- DATA SUPPLIED:
---
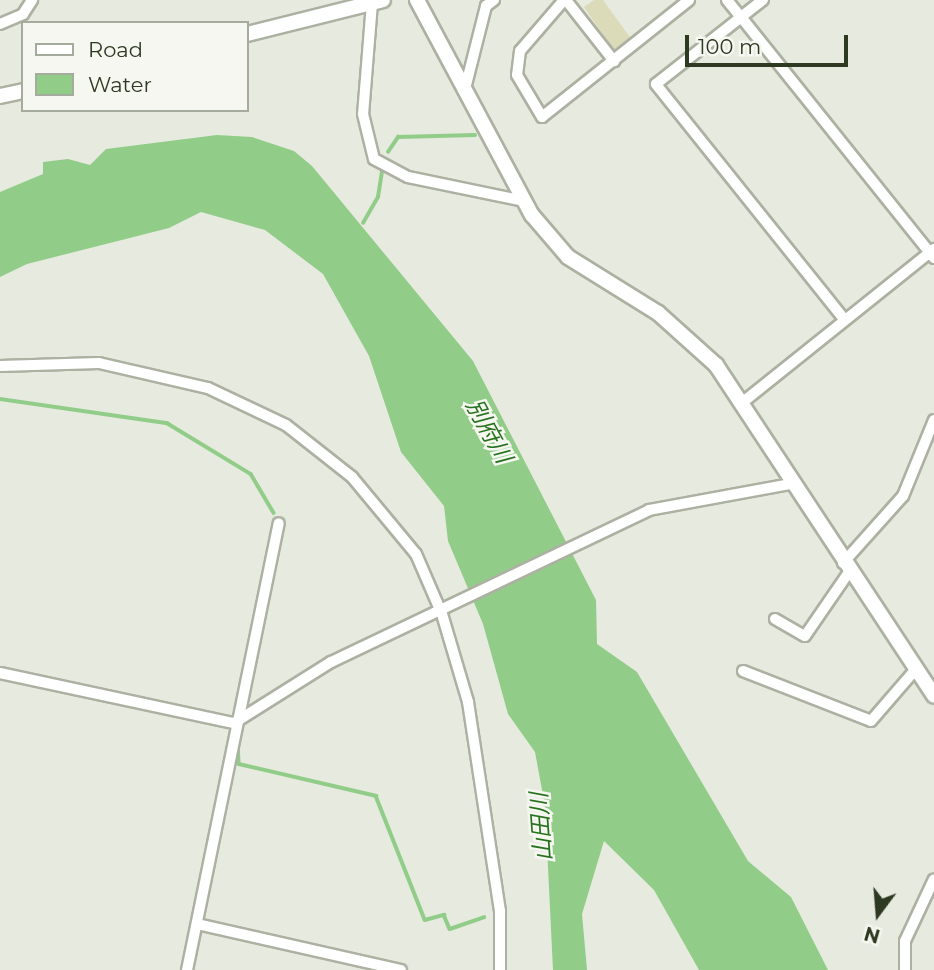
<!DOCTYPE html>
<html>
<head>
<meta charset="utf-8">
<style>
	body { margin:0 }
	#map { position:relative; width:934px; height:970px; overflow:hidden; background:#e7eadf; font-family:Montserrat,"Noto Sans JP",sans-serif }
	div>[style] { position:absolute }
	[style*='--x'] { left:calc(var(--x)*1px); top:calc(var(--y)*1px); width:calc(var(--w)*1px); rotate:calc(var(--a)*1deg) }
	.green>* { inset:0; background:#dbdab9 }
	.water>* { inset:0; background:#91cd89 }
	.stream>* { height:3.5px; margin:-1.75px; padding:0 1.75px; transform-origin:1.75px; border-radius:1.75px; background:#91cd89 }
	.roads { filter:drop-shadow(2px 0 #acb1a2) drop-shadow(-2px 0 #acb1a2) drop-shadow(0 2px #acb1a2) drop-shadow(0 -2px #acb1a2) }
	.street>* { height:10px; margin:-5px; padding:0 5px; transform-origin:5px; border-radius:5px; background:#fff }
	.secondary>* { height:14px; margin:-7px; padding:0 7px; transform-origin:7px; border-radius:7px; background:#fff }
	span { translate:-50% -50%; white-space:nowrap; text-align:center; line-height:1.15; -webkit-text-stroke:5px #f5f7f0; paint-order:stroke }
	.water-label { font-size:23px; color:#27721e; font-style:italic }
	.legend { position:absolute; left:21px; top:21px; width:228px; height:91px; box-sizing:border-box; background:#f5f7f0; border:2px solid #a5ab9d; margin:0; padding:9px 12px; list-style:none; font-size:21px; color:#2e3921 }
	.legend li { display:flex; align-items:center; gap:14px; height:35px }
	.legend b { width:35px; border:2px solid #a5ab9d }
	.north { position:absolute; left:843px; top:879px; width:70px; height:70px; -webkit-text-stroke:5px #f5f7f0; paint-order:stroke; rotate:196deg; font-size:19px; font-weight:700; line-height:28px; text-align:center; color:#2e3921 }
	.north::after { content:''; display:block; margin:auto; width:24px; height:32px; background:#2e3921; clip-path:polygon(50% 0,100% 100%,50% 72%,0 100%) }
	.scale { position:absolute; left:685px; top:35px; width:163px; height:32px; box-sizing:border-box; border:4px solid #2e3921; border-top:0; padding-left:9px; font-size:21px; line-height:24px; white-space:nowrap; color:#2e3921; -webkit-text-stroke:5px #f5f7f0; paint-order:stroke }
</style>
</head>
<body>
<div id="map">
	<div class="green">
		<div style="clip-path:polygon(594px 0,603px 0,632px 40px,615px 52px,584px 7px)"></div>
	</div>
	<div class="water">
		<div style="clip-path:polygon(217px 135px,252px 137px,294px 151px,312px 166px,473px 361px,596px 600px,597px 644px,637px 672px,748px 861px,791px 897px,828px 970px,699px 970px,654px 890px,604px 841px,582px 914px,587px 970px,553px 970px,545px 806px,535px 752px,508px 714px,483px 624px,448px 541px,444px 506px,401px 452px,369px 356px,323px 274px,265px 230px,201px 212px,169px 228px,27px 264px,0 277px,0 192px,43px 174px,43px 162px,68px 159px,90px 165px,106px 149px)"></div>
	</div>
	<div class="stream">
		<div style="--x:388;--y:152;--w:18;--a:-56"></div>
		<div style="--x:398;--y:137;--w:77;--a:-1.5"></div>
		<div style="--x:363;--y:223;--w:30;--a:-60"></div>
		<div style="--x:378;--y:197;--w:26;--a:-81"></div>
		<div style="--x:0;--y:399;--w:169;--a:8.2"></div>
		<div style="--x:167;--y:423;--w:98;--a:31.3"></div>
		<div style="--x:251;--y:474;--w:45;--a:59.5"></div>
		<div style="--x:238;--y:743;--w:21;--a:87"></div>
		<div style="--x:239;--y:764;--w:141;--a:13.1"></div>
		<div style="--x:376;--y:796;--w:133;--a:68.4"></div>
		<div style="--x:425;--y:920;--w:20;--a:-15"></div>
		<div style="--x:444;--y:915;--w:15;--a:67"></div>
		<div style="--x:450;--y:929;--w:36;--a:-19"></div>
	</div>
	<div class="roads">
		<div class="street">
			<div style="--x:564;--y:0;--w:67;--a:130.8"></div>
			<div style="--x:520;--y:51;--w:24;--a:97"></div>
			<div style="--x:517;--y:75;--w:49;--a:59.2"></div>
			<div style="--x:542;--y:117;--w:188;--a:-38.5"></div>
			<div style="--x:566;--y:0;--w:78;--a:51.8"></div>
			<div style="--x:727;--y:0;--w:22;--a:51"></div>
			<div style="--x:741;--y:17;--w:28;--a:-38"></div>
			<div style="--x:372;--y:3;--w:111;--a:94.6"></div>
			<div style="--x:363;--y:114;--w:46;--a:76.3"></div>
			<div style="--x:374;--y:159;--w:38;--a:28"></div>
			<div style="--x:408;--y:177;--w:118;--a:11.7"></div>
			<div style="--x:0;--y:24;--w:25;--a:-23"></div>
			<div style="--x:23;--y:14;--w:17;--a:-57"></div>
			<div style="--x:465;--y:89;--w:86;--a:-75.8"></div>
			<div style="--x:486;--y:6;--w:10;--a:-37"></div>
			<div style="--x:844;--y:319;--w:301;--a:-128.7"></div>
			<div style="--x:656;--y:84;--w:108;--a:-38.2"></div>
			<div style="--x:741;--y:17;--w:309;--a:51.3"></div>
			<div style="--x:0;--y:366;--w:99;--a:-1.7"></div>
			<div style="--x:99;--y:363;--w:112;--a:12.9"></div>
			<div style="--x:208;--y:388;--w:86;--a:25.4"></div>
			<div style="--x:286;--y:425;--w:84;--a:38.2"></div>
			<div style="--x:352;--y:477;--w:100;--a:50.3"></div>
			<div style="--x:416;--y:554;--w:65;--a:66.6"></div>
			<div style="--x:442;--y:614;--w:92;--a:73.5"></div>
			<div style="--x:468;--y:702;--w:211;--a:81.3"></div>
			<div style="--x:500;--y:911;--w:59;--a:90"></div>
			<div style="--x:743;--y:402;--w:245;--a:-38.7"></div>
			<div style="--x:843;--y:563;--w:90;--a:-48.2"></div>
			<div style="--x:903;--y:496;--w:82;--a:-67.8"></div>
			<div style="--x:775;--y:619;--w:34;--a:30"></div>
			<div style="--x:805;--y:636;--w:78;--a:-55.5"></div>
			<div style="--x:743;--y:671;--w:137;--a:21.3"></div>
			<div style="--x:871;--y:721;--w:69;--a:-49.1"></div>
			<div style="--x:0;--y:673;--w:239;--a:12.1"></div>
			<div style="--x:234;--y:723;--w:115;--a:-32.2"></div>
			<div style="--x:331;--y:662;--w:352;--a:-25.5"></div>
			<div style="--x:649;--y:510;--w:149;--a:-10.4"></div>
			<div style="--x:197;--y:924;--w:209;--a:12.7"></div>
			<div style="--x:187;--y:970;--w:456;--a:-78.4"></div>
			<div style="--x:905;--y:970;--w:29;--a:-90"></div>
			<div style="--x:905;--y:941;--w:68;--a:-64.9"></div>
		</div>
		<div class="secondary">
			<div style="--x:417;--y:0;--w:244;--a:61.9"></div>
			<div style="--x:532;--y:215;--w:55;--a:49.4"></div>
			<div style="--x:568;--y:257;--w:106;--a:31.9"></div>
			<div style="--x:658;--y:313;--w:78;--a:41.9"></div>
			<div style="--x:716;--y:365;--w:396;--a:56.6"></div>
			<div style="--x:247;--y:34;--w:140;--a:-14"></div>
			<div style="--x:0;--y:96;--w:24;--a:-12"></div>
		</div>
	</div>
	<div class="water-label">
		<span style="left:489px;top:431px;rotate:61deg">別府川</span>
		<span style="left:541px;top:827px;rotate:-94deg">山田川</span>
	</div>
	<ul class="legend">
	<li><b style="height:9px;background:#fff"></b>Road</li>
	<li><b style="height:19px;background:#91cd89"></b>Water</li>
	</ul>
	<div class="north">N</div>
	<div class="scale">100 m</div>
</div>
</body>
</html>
---
- REQUIREMENT:
Exactly the lines from the top of the listing through the line holding "font-size:23px; color:#27721e; font-style:italic" should be repeated, with pictures left out.

- RESPONSE AREA:
<!DOCTYPE html>
<html>
<head>
<meta charset="utf-8">
<style>
	body { margin:0 }
	#map { position:relative; width:934px; height:970px; overflow:hidden; background:#e7eadf; font-family:Montserrat,"Noto Sans JP",sans-serif }
	div>[style] { position:absolute }
	[style*='--x'] { left:calc(var(--x)*1px); top:calc(var(--y)*1px); width:calc(var(--w)*1px); rotate:calc(var(--a)*1deg) }
	.green>* { inset:0; background:#dbdab9 }
	.water>* { inset:0; background:#91cd89 }
	.stream>* { height:3.5px; margin:-1.75px; padding:0 1.75px; transform-origin:1.75px; border-radius:1.75px; background:#91cd89 }
	.roads { filter:drop-shadow(2px 0 #acb1a2) drop-shadow(-2px 0 #acb1a2) drop-shadow(0 2px #acb1a2) drop-shadow(0 -2px #acb1a2) }
	.street>* { height:10px; margin:-5px; padding:0 5px; transform-origin:5px; border-radius:5px; background:#fff }
	.secondary>* { height:14px; margin:-7px; padding:0 7px; transform-origin:7px; border-radius:7px; background:#fff }
	span { translate:-50% -50%; white-space:nowrap; text-align:center; line-height:1.15; -webkit-text-stroke:5px #f5f7f0; paint-order:stroke }
	.water-label { font-size:23px; color:#27721e; font-style:italic }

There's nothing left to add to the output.